You truly don’t know which gig will gain traction first. When I started, I had a handful of blog post writing gigs and one of them took off while the others just kind of sat there.
Having more gigs to play around with and more gigs to show up in search results will greatly increase your chances of someone finding your gig and hiring you!
I know, you’re always told to charge what you’re worth. In a perfect world, that would work! But when you’re just getting started on a platform as a new seller, and there are tons of other sellers with a solid reputation, one of the best ways to get attention is to price low. Once you start getting orders, you’ll be able to bump your prices.
Setting Realistic Expectations
Time for some harsh truth. Fiverr can be a great platform to make extra cash and build up a client base, but it’s not going to give you an overflowing bank account overnight. If you work hard, test new ways to get orders, and do good work which results in good reviews, you really can make a good side income, or possibly even full-time income, if that’s what your striving for. But remember: it is work!
Is being a Fiverr freelancer a good business model?
I truly believe that Fiverr is a great place to make an extra income or a part time income. Of all the online platforms for freelancers, it’s the only one I have really been able to find success with.

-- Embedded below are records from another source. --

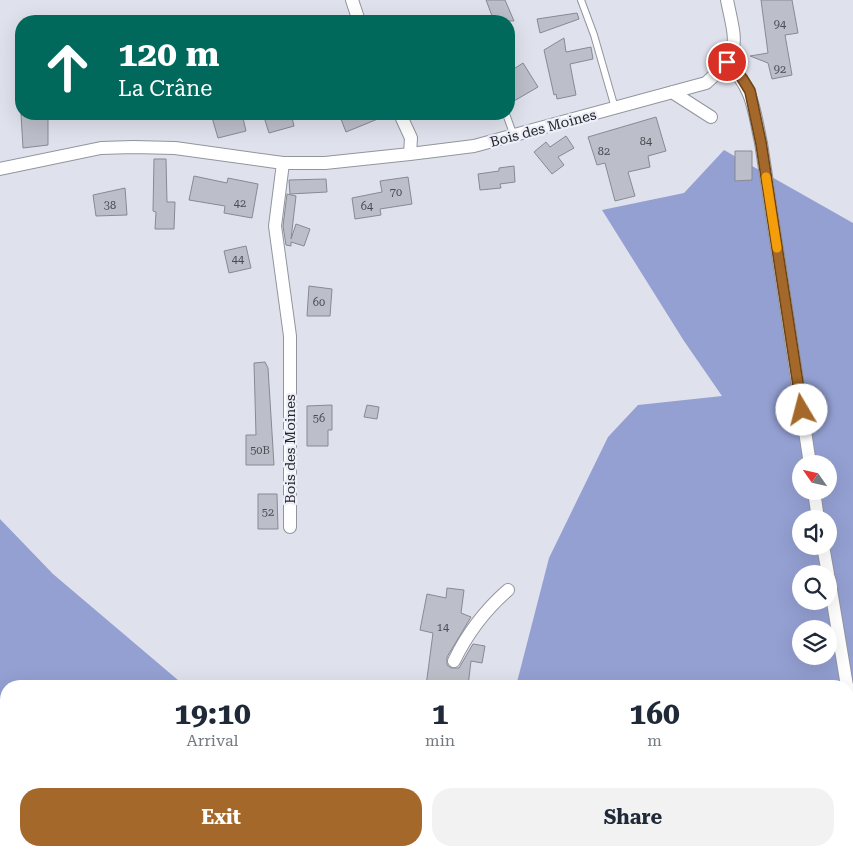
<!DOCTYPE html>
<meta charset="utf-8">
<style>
body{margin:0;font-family:"Roboto Serif",serif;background:#f2f2f3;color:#1f2937;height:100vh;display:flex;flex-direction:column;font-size:19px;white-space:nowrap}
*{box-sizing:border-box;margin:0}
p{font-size:16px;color:#747a83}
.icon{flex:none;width:28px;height:28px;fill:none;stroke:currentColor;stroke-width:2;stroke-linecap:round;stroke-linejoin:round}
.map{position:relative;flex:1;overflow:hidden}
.drawer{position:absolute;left:0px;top:680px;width:854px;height:176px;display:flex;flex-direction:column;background:#fff;border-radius:20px 20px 0 0;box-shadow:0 5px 20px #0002}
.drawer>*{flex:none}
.banner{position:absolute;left:15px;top:15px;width:500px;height:105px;border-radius:20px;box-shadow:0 5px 20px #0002;background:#00695c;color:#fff;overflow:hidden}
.needle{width:32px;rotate:304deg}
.controls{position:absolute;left:792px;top:455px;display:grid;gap:10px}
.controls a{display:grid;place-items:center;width:45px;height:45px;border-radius:50%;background:#fff;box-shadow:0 5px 20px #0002;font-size:25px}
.pin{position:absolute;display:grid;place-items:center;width:42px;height:42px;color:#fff;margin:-21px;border:2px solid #fff;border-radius:50%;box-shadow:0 1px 5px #0007}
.me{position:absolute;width:55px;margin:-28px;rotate:352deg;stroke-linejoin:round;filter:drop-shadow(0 0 4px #0008)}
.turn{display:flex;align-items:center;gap:18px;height:105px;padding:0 20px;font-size:22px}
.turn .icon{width:65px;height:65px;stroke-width:2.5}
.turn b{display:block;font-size:35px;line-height:42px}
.eta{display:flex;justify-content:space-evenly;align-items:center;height:85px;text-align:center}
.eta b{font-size:30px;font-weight:700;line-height:35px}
.cta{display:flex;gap:10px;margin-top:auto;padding:10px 20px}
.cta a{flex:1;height:58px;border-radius:20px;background:#a4692a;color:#fff;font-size:20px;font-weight:700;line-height:58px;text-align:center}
.cta a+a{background:#f2f2f3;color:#1f2937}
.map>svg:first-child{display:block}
.forest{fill:#94a0d2;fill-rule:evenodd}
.building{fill:#bcbfc9;stroke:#878993}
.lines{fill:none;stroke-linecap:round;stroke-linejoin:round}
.lane-casing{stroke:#92959e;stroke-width:8}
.street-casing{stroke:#92959e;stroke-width:14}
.lane{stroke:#fff;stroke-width:6}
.street{stroke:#fff;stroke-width:12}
.route-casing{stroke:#6b441b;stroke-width:12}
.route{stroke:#a4692a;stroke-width:9}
.slow{stroke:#f59e0b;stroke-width:9}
.labels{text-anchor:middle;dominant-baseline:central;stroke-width:4.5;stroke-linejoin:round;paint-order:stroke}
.number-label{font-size:11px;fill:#4a4c51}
.street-label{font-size:14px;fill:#242529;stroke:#eceff9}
</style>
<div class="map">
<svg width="853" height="856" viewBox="0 0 853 856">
<rect width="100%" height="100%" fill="#dfe2ec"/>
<!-- forest -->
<path class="forest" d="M724 150 853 223V856H473L474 850H848V686H516L549 558 608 437 638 405 722 396 684 341 602 210 684 193ZM801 464H829V491H801ZM801 519H829V546H801ZM801 574H829V601H801ZM801 629H829V656H801Z
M0 519 53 574 185 686H6V850H367L372 856H0Z"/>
<!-- building -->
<path class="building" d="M486 0H505L514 21H494Z
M761 0H792L798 33 785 35 792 75 772 79 768 63 750 56 768 53Z
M577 13 579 19 540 33 537 19Z
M564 38 566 52 591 47 593 59 570 64 576 95 557 99 556 94 554 95 544 50Z
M523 63 538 87 514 101 509 92V72Z
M21 114H48V145L23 148Z
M211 114H242L246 131 218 138Z
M263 114H291L294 126 269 133Z
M339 114H390L346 132Z
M656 117 666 151 648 156 650 167 628 172 635 196 615 201 605 163 597 165 588 137Z
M566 136 574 148 558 157 564 165 552 174 534 152 546 142 550 147Z
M735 151H752V180L735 181Z
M154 159H166L167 202H175L174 229H155L156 212 153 211Z
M514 166 515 182 500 184 501 188 480 190 478 174 499 171V168Z
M194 176 227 183 228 178 258 184 252 218 224 213 225 206 189 200Z
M408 177 412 204 380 209 381 215 355 219 352 198 382 192 380 181Z
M326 179 327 192 290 194 289 180Z
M125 188 127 215 96 216 93 195Z
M287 194 296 196 291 239 296 224 310 229 304 246 291 242V246L286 245 283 226Z
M246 246 251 268 229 273 224 251Z
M309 286 332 289 330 316H307Z
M265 362 268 368 274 465H246V435H256L254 363Z
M332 405V430H328V446H307V406Z
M367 405 379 407 377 419 364 417Z
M258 494H277L278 529H258Z
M447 588 464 590 461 613 471 617 447 657V665L451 668H459L473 644 485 646 482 663 471 661 468 686H426L433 633 420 630 427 594 446 598Z"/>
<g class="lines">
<!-- lane casing -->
<g class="lane-casing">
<path id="lane" d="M581 0 594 35 615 108
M506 114 514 136"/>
</g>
<!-- street casing -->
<g class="street-casing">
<path id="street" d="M352 0 359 21
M727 62C754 91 753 106 761 143L810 464
M672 92 711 117
M400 114 411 138 410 154
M283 163 275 226 290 336V527
M0 169 101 148 133 147 175 148 283 163H325L410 154 474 146 706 83C742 51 736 44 727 0
M814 491 818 519
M823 546 828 574
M829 578 847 686
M454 661C467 634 485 610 508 590
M848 687 853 719"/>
</g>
<!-- lane -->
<use href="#lane" class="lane"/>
<!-- street -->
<use href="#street" class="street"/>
</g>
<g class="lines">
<!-- route casing -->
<g class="route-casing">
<path id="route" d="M727 62 742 78 750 91 761 143 802 410"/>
</g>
<!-- route -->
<use href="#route" class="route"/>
<!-- slow -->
<path class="slow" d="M766 177 777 248"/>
</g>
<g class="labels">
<!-- number labels -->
<g class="number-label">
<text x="780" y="24">94</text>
<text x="780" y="69">92</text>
<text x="646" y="141">84</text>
<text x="604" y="151">82</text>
<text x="396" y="192">70</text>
<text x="240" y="203">42</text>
<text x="110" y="205">38</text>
<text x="367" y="206">64</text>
<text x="238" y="259">44</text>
<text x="319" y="302">60</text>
<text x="319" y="418">56</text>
<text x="260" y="450">50B</text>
<text x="268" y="512">52</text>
<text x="443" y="627">14</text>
</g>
<!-- street labels -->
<g class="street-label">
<text transform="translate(543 128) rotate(-15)">Bois des Moines</text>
<text transform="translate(290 449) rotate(-90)">Bois des Moines</text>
</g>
</g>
</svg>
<div class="controls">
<a><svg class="needle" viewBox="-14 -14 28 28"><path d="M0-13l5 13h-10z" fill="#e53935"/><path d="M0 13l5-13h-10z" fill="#747a83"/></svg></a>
<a><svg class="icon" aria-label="sound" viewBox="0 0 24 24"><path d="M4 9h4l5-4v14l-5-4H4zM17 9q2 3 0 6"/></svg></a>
<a><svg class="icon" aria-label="search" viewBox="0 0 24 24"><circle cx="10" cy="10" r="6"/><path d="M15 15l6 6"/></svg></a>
<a><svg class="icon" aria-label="layers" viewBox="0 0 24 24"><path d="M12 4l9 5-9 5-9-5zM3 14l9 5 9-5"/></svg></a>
</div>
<div class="pin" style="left:727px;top:62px;background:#d93025"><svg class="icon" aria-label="arrive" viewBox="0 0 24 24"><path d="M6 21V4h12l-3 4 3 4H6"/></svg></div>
<svg class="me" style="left:802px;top:410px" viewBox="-20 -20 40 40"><circle r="19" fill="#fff"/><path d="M0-13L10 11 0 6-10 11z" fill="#a4692a"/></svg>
<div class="banner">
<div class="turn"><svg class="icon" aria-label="ahead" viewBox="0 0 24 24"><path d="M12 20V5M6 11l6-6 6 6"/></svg><div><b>120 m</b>La Crâne</div></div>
</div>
<section class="drawer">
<div class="eta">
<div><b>19:10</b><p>Arrival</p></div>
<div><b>1</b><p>min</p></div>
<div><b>160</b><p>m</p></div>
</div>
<div class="cta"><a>Exit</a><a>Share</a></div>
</section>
</div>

How can I get more orders on Fiverr?
most important things, star reviews, seller level, good reputation
There are a lot of things you can do to get more orders on Fiverr! One of the most important things is that when you DO get an order, make sure you do good work so you can get 5 star reviews, increase your seller level, and build a good reputation.
Can Fiverr be a full time job?
While the majority of Fiverr sellers aren’t doing it full time, there are definitely sellers who are doing it full time. I was able to make a full time income of $5,000-$6,000/month for two months before I took a step back because it was taking up too much of my time.